I am so sorry. This will have to change, but how many good teachers will we lose first?

Laraf123 said...

This is exactly what it is like. As a teacher in a public middle school, I don't make a lot but I scrape together enough to pay private tuition for my sons. People ask me why and I answer "Because I know too much."

TiSC said...

I suspected it had gotten this bad. Having retired from a career of teaching my way with all the freedom and joy that comes with bringing a fresh approach to your classroom each year, it comes as a shock to see that others didn't/don't live this dream.

My more recent dalliances into the public schools revealed this steamroller coming. It was crushing everyone. Fortunately, I could jump to private school. However, earlier in my career it was not like this even in public school. I saw teaching as a banquet where you selected all the best ideas you would bring to the classroom each year. Summers were spent putting this all together. I couldn't wait for the first day of school because I knew the exciting journey I'd be taking my students on that year.
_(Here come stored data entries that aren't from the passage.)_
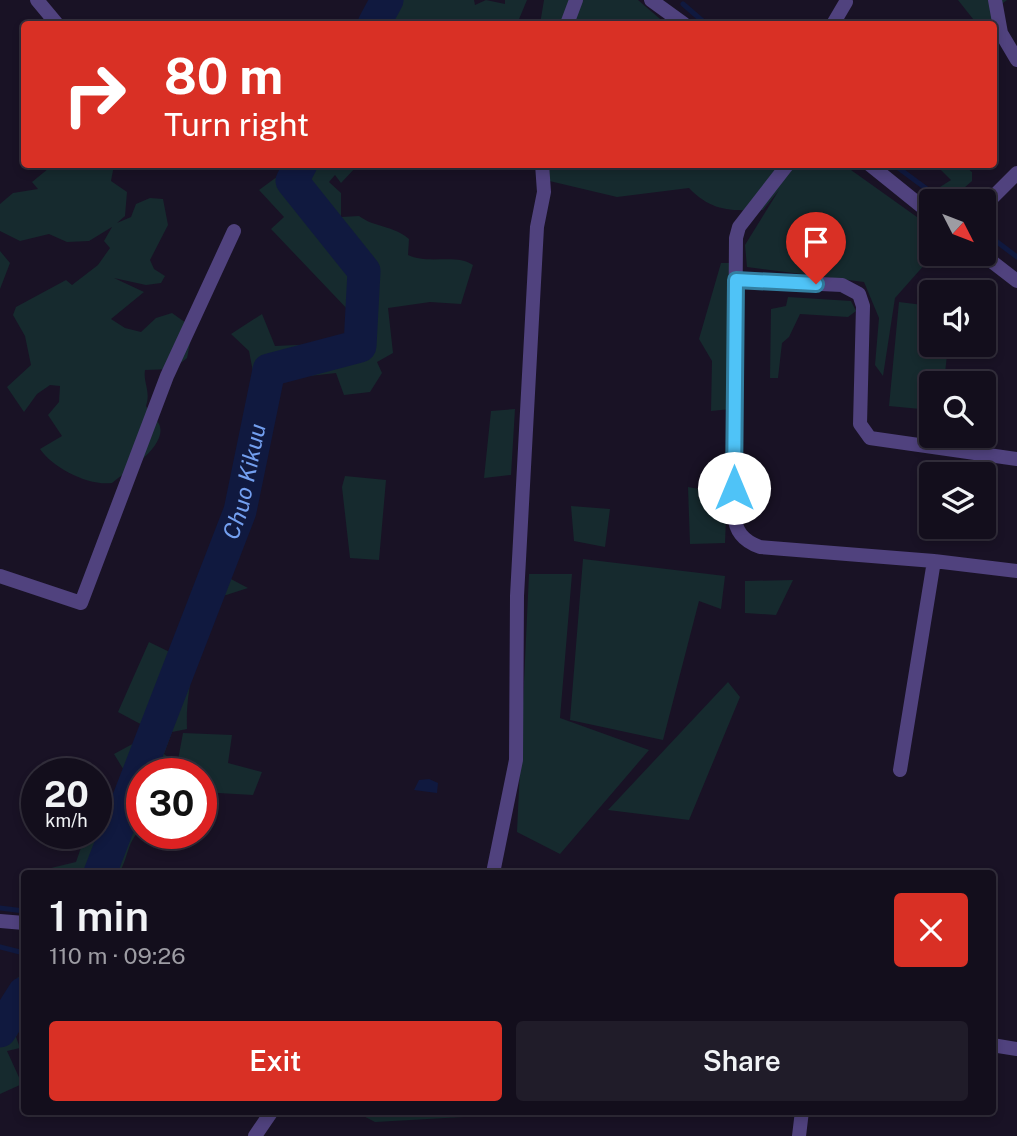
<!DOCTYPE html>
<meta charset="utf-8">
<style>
:root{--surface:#130e1c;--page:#201c29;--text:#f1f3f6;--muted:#9d9ca3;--line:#322e3b;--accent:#d93025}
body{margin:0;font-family:"Public Sans",sans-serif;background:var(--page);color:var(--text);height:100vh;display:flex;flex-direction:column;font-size:26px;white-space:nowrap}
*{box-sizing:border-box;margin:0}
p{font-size:23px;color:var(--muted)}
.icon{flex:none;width:38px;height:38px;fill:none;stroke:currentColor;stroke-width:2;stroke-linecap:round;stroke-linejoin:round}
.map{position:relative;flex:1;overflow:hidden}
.details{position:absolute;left:21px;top:870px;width:975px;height:245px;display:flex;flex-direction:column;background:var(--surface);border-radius:7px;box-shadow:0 4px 10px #0003,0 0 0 2px var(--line)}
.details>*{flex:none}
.top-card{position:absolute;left:21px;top:21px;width:976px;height:147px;border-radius:7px;box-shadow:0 4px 10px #0003,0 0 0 2px var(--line);background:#d93025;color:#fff;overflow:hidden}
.needle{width:46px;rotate:132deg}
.fabs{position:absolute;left:919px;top:189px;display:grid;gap:14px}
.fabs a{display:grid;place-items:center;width:77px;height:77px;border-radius:7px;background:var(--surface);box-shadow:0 4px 10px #0003,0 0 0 2px var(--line);font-size:35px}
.speed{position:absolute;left:21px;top:758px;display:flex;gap:14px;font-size:35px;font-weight:700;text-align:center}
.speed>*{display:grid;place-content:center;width:91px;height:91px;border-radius:50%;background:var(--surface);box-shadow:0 4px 10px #0003,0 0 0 2px var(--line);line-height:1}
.speed small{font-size:18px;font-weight:400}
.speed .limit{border:10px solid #d22;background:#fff;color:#111}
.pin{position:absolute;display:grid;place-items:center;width:60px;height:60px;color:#fff;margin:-72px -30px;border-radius:50% 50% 50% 0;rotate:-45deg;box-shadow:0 0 7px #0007}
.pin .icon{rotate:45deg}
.me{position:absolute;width:77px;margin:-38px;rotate:0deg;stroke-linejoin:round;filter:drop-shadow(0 0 5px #0008)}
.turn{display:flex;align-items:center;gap:24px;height:147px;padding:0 28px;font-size:32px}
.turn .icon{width:91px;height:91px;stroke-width:2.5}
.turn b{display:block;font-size:49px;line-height:60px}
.round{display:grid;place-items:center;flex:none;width:74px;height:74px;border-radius:7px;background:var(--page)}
.headline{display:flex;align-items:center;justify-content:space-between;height:119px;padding:0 28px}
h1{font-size:42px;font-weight:600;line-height:52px}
.action{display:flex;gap:14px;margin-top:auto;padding:14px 28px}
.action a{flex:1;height:80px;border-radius:7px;background:var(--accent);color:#fff;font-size:28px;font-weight:600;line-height:80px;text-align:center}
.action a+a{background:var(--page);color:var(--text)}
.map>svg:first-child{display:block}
</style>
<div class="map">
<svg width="1017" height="1136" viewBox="0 0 1017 1136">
<rect width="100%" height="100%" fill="#191225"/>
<!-- green -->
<path fill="#162a2e" d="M 380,0 L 474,0 L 475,5 L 486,0 L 505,4 L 505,0 L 527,0 L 517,24 L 366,24 Z
M 544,0 L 638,0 L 666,24 L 540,24 Z
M 958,0 L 1007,0 L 995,9 L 993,24 L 977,24 Z
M 54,164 L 64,168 L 69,165 L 114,165 L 111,181 L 127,192 L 125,216 L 117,223 L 131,217 L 136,204 L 150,198 L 163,199 L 168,225 L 150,260 L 154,269 L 165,276 L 161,283 L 146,285 L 114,278 L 144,292 L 111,319 L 125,328 L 141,332 L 156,318 L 172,313 L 193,328 L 187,358 L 173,369 L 145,370 C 143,383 151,391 146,406 C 149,413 156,418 159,424 C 169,445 126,472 112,483 C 88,486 53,468 40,449 L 62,436 L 48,415 L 59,402 L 60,386 L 50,385 L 37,394 L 24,412 L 7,387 L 31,365 L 25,336 L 13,315 L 16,307 L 66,280 L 72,285 L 98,265 L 110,248 L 104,241 L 112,227 L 89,241 L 67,242 L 49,234 L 20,241 L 0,231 L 0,204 L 13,193 L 38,189 L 32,182 Z
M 293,165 L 337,165 L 345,169 L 357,166 L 341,183 L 335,175 L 329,182 L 341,193 L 341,217 L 359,216 C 375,228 393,225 409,239 L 408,255 C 429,265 456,253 473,265 L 461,304 L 430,302 L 388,308 L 393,353 L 377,362 L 382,373 L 370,392 L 344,395 L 336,373 L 255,382 L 249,351 L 231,334 L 262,314 L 275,346 L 339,343 L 350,330 L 351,313 L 271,229 L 284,217 L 259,190 Z
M 541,165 L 844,165 L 931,227 L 931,254 L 934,254 L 895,298 L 883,376 L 875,365 L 879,318 L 864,282 L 747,267 L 745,245 L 779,190 L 763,210 C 732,211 712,212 689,188 L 617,197 L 541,179 Z
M 936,165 L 963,165 L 972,172 L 972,181 L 964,188 L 968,196 L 965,201 L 946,201 L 940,187 L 951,180 Z
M 0,251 L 10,263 L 0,289 Z
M 721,263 L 730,263 L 731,409 L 711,411 L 712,361 L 699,339 Z
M 788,297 L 851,301 L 856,311 L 848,317 L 800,314 L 789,337 L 782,343 L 778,378 L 770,378 L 771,309 L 786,306 Z
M 899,302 L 931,306 L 931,345 L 948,345 L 944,383 L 931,383 L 931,410 L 889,406 Z
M 515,409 L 511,475 L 484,478 L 491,411 Z
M 345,476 L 386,480 L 379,560 L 350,558 L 342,487 Z
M 688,487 L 727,494 L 725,543 L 690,544 Z
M 571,506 L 610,509 L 605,547 L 574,541 Z
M 583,559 L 725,576 L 721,609 L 699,601 L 663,740 L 570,720 Z
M 218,561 L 231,564 L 227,577 L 248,588 L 220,597 C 200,637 185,685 187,729 L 172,732 L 164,754 L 184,769 L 180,773 L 142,774 L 142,809 L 135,827 L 139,831 C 127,843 128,859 119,873 L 51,873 L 51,868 L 76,862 L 85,836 L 96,833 L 108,824 L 96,813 L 96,800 L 117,798 L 128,777 L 114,754 L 138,741 L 146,727 L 118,712 L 149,642 L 180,657 Z
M 529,574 L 572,574 L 560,718 L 649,750 L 560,854 L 517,832 Z
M 793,580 L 776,615 L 745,613 L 745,581 Z
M 728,682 L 740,697 L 689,820 L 608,810 Z
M 183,733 L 232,735 L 228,763 L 262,772 L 253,795 L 201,792 L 201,774 L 187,773 L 178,760 Z
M 18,977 L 24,980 L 24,1021 L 16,1037 L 20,1048 L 7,1051 L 22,1084 L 0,1094 L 0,1005 Z
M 354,1111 L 481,1111 L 481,1116 L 375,1122 Z"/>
<!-- water -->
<path fill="#10193f" d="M 429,779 L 438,783 L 437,793 L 414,790 L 419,780 Z"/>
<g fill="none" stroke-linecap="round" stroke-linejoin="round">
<!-- stream -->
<path stroke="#10193f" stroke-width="5" d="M 683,4 L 706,24
M 893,164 L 943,201
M 984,232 L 1017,257
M 0,908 L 24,911
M 0,947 L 24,953"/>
<!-- river -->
<g stroke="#10193f" stroke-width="33">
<path d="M 374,24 L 387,0"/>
<path id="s1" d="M 100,873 L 240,511 L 269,370 L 360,346 L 364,271 L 292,181 L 301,164"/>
<path d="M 0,1031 L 24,993"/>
</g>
<!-- minor -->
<path stroke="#50427e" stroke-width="14" d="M 37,0 L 57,24
M 995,0 L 1001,33 L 1017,60
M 567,24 L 576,0
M 833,24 L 846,2
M 788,164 L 739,227 L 736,238 L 734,513 C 735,531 743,541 760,547 L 934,561 L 1017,571
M 984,206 L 1017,173
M 736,280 L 842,285 L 859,294 L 863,306 L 860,424 L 870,438 L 1017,459
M 0,576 L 81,603 L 167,376 L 234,231
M 900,770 L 934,561
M 493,873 L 516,760 L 517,596 L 537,227 L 544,192 L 542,164
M 255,1136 L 272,1111
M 799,1136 L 802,1111"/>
<!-- tertiary -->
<path stroke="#50427e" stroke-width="14" d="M 651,0 L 684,24
M 869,164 L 931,214
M 982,254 L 1017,281
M 0,921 L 24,923
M 992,1045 L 1017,1049"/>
</g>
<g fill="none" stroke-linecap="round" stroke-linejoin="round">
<defs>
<path id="route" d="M 734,488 L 736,280 L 816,284"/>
</defs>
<!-- route casing -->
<use href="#route" stroke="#337fa1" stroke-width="18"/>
<!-- route -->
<use href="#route" stroke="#4fc3f7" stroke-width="12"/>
</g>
<g text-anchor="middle" stroke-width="5" stroke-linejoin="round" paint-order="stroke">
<!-- water labels -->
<g font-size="23" font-style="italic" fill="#739fef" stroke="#191225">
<text dy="8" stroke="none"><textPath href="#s1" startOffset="418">Chuo Kikuu</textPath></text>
</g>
</g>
</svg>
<div class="fabs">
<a><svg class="needle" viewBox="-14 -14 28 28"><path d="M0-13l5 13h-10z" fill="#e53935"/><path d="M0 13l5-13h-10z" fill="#9d9ca3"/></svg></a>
<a><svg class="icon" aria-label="sound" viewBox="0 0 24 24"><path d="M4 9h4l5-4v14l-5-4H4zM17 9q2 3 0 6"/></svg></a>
<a><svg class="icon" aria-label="search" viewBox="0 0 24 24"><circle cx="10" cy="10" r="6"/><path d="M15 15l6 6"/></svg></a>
<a><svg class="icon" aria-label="layers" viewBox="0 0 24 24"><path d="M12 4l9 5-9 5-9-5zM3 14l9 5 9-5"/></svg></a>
</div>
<div class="speed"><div>20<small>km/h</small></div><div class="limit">30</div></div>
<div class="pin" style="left:816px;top:284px;background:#d93025"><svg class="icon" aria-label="arrive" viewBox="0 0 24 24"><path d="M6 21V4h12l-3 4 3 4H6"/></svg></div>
<svg class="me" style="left:734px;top:488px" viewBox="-20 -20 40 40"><circle r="19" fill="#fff"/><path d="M0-13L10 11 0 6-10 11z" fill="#4fc3f7"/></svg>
<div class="top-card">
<div class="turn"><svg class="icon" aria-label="right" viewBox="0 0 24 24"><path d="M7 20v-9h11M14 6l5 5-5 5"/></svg><div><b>80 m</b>Turn right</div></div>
</div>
<section class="details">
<div class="headline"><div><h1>1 min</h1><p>110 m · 09:26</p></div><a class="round" style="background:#d93025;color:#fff"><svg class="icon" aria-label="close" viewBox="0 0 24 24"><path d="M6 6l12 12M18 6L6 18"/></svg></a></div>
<div class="action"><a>Exit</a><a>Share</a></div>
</section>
</div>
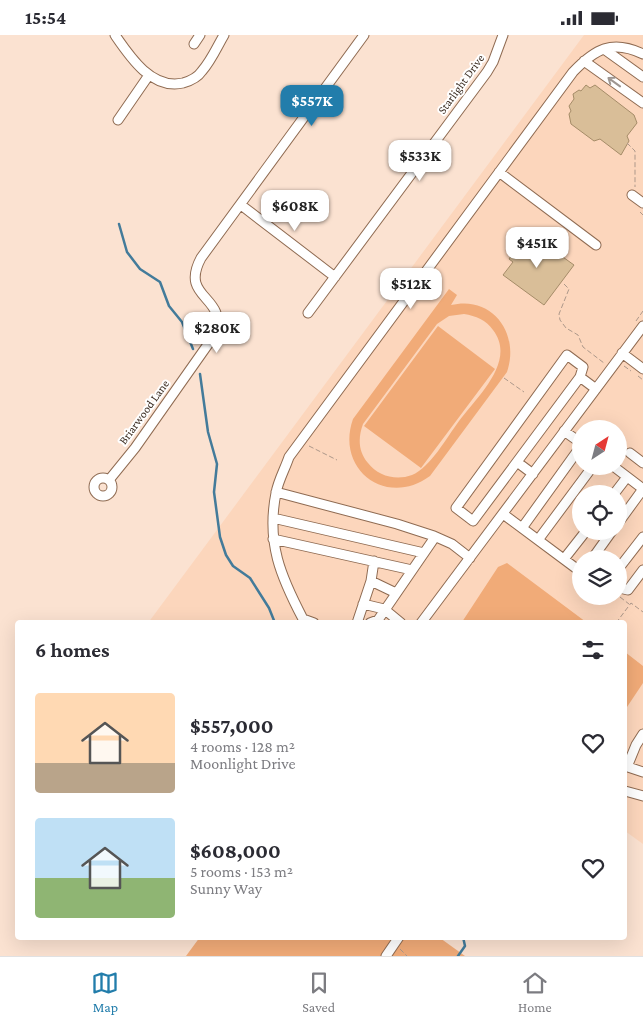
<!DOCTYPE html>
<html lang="en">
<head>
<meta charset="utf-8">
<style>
	body { margin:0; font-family:"Crimson Pro",serif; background:#f7f7f7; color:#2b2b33; height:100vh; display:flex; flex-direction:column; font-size:19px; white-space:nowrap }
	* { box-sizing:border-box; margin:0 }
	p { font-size:16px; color:#7c7c81 }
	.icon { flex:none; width:28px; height:28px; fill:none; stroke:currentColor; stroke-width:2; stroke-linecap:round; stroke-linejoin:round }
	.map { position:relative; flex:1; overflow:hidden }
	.drawer { position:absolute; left:15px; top:585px; width:612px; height:320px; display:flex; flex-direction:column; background:#fff; border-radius:5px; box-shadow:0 5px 20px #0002 }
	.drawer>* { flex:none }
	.needle { width:32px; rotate:36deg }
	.fabs { position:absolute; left:572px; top:385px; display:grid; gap:10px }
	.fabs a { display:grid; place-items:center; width:55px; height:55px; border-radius:50%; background:#fff; box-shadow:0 5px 20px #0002; font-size:25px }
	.price { position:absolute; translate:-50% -42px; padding:0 11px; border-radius:10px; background:#fff; color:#222; font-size:16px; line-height:32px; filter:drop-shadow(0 1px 2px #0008) }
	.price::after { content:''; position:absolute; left:50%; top:30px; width:15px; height:11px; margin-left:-8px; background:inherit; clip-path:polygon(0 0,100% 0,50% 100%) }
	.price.on { background:#227dab; color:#fff }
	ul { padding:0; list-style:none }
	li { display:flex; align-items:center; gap:15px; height:125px; padding:0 20px }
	li span { display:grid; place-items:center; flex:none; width:140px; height:100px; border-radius:5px; color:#555 }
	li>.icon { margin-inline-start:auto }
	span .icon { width:60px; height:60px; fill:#fffc; stroke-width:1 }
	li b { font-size:21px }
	h2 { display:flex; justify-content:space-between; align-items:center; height:60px; padding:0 20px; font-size:21px }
	.status { display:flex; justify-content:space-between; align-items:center; height:35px; padding:0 25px; background:#fff; direction:ltr }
	.status svg { height:14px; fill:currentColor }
	.tab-bar { display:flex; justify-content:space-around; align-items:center; height:70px; border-top:1px solid #e1e1e2; background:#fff; font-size:14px; color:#7c7c81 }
	.tab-bar a { display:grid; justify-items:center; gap:2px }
	.tab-bar .on { color:#227dab }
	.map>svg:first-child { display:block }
	.built { fill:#fcd6bc; fill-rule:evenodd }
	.green { fill:#f1ab78; fill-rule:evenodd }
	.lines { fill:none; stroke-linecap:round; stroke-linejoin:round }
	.stream { stroke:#437b9a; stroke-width:2.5 }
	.building { fill:#d9be98; stroke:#a58c68 }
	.minor-casing { stroke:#8f6b52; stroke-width:11 }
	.path { stroke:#ad988a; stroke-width:1; stroke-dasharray:5 2.5; stroke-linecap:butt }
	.minor { stroke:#fff; stroke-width:9 }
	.oneway { stroke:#9e9691 }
	.labels { text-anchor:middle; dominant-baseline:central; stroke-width:4; stroke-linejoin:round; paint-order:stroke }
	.street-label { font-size:12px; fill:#3d2e23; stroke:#fff }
</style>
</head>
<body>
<div class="status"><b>15:54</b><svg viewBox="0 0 49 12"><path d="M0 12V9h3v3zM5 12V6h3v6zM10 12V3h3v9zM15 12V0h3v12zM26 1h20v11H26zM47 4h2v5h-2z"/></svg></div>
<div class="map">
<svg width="643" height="921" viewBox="0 0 643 921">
	<rect width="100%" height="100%" fill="#fbe2d1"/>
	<path class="built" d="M584,0H643V809L625,796V588H148ZM581,394H619V431H581ZM581,459H619V496H581ZM581,524H619V561H581Z"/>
	<path class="green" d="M449,254L457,260L451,270C493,260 520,299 507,337L430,441C387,473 335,435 353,384ZM464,279C476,281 486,285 493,295C517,326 477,362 459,386C447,402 430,433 412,440C396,446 378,441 368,428C358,416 358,403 363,389L437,289L449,281Z
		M438,291L495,334L421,433L364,391Z
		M507,528L586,587H462L498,532Z
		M625,617L643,631V648L625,675Z
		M200,902L440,903L465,921H186Z"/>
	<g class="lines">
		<path class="stream" d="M119,189L127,217L140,234L160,247L169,271L182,287L193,314
			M200,339L208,397L217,429L214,457L220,502L226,520L233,531L250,543L269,573L275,588
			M458,921L465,911L463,902"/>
	</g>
	<path class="building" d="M586,50L590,53L595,50L634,80L637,88L627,101L629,106L621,120L600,104L594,106L571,89L569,79L571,76L569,71L574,64L573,59L579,55L581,56Z
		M528,197L574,230L544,270L503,240L513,227L509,224Z"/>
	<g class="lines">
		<defs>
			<path id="minor" d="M115,0C130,22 152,55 183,48C190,46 198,42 202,36C211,26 217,12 224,0
				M194,9L200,0
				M604,14L643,42
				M584,26L643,68
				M118,85L149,40
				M499,137L596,210
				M632,160L643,168
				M241,170L335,242
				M308,278L487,37L493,27L503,0
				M622,318L643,334
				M580,342L583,332L567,320L456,473L473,486L580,342L596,354
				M564,396L581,408
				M630,418L643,428
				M517,427L533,439
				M613,431L643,454
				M94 452a9 9 0 1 1 18 0a9 9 0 1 1-18 0Z
				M109,445L135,413L216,298C227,260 179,264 201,223L364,0
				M276,457L397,489L434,501L452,509L470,523
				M614,459L627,442
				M503,479L581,537
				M273,483L424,518
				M619,487L643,454
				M522,493L581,411
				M273,504L412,535
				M538,505L593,431
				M564,524L586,496
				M592,524L612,496
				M374,526L371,546L396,558
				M619,533L643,502
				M619,553L628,555L643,535
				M363,569L384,574L401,588
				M314,588L303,584C281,542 266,508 276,458C278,446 285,434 289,422L573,37C595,14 612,4 643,19
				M357,588L371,546
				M370,588L378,585L435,502
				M421,588L643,291
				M625,731L643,737
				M627,732L636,710L643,699
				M625,756L643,761
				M386,921L399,902"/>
		</defs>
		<use href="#minor" class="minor-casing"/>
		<path class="path" d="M627,108L635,116V152
			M640,177L643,180
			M564,249L569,254L559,279L560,285L566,293L578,300L583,312L604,328
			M636,286L643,276
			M624,331L631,336
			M638,341L643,345
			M504,343L524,357
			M309,411L337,425
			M620,562L629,569
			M616,588L631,568L643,577
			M400,914L407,921"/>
		<use href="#minor" class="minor"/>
	</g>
	<defs><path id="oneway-shaft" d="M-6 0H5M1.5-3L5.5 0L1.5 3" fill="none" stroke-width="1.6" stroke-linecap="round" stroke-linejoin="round" transform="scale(1.25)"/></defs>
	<use class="oneway" href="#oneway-shaft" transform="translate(614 47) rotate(-144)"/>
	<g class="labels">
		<g class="street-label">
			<text transform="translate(461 49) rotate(-54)">Starlight Drive</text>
			<text transform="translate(144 377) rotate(-54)">Briarwood Lane</text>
		</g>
	</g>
</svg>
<div class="fabs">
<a><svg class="needle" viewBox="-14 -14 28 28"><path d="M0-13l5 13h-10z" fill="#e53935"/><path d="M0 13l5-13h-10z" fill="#7c7c81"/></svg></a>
<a><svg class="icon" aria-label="locate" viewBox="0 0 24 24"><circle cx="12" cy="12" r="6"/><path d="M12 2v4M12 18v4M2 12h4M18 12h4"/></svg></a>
<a><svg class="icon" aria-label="layers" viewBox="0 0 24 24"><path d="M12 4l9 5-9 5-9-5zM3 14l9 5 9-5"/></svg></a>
</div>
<b class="price on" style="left:312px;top:92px">$557K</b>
<b class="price" style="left:420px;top:147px">$533K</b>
<b class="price" style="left:295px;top:197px">$608K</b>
<b class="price" style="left:537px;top:234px">$451K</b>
<b class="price" style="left:411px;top:275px">$512K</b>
<b class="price" style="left:217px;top:319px">$280K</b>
<section class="drawer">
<h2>6 homes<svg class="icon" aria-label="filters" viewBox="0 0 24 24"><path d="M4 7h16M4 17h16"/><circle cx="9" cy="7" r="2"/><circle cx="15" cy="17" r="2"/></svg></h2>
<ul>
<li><span style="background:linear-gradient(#ffd9b3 70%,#b9a48a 0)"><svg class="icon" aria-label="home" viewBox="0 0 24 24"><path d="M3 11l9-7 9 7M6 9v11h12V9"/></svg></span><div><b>$557,000</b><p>4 rooms · 128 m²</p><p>Moonlight Drive</p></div><svg class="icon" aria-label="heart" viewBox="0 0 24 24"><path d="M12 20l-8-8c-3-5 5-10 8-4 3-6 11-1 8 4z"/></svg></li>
<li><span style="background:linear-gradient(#bfe0f5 60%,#8fb573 0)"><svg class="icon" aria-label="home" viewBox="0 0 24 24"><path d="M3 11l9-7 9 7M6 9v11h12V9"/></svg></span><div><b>$608,000</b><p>5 rooms · 153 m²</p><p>Sunny Way</p></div><svg class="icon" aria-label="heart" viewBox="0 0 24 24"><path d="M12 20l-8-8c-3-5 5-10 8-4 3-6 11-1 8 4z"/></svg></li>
</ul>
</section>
</div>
<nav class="tab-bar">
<a class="on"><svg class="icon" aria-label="map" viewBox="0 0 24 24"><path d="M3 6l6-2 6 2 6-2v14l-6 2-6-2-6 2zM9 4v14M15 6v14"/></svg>Map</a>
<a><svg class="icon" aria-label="saved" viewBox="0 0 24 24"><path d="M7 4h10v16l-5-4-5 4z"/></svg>Saved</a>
<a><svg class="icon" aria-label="home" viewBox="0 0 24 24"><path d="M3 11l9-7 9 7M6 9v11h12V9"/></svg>Home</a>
</nav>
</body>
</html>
My areas were usually 1st grade and 4th.

When I arrived in SC from AZ, NM, and CA I discovered the rigid testing systems coming in and read the distress on the faces of other teachers. I began to feel the crush as the country was enamored of a particular Language Arts guru who peddled her merchandise as if there were no better way to teach and the Holy Grail had been found. The testing and benchmarks came along at the same time. Gone was the creativity of the individual teacher.

Back to private school where I finished up my career enjoying each new year with my students as we explored the world around us as well as beyond.

Now I have all these materials collected over the years that launched the most interesting discussions and enlightened those who never thought they'd love science or find a whole new world in a novel. What do I do with these materials? No one teaches anymore because they aren't allowed. They are monitors, test proctors, test prep experts. There is no one left to take these boxes of materials because there is nothing in them that could be used today.

Just a teacher said...

Hi TiSC, I would happily take your boxes and use them with a group of homeschoolers!

Also, I talked to a Mom on Thursday who said her second grader said that he'd rather commit suicide than take any more tests. Second grade!!!!

Unknown said...

I left a 17-year high school teaching career in Indiana to teach middle school at an independent school in Nevada just for this reason. Although I gave up job security and further contributions to my pension, I gained autonomy, freedom from CCSS nonsense, more planning and collaboration time, and the ability to use my creativity in planning lessons as I see fit. I work my butt off writing all my own curriculum, but it's worth it.

Jeff said...

Maybe after reading this I should be happy my son attends school in Colombia this year. My friend, please feel free to call me. I'm out of academics now. Trying to re-enter, but I'm in the business world.
It sounds like you've become a 'trainer,' not a 'teacher.' Since I value your intelligence, wit, and dedication, I find this situation noisome. When a teacher can't teach because of mandates that come down from the state and the federal straw-bosses, there's a need for a change.

TiSC said...

Thanks, Just a teacher, I hadn't thought of homeschoolers. I'll check my area for local groups and see what I find. I have no idea where you are, so I doubt it would be reasonable to mail all this material.

The story of the second grader is very disturbing indeed.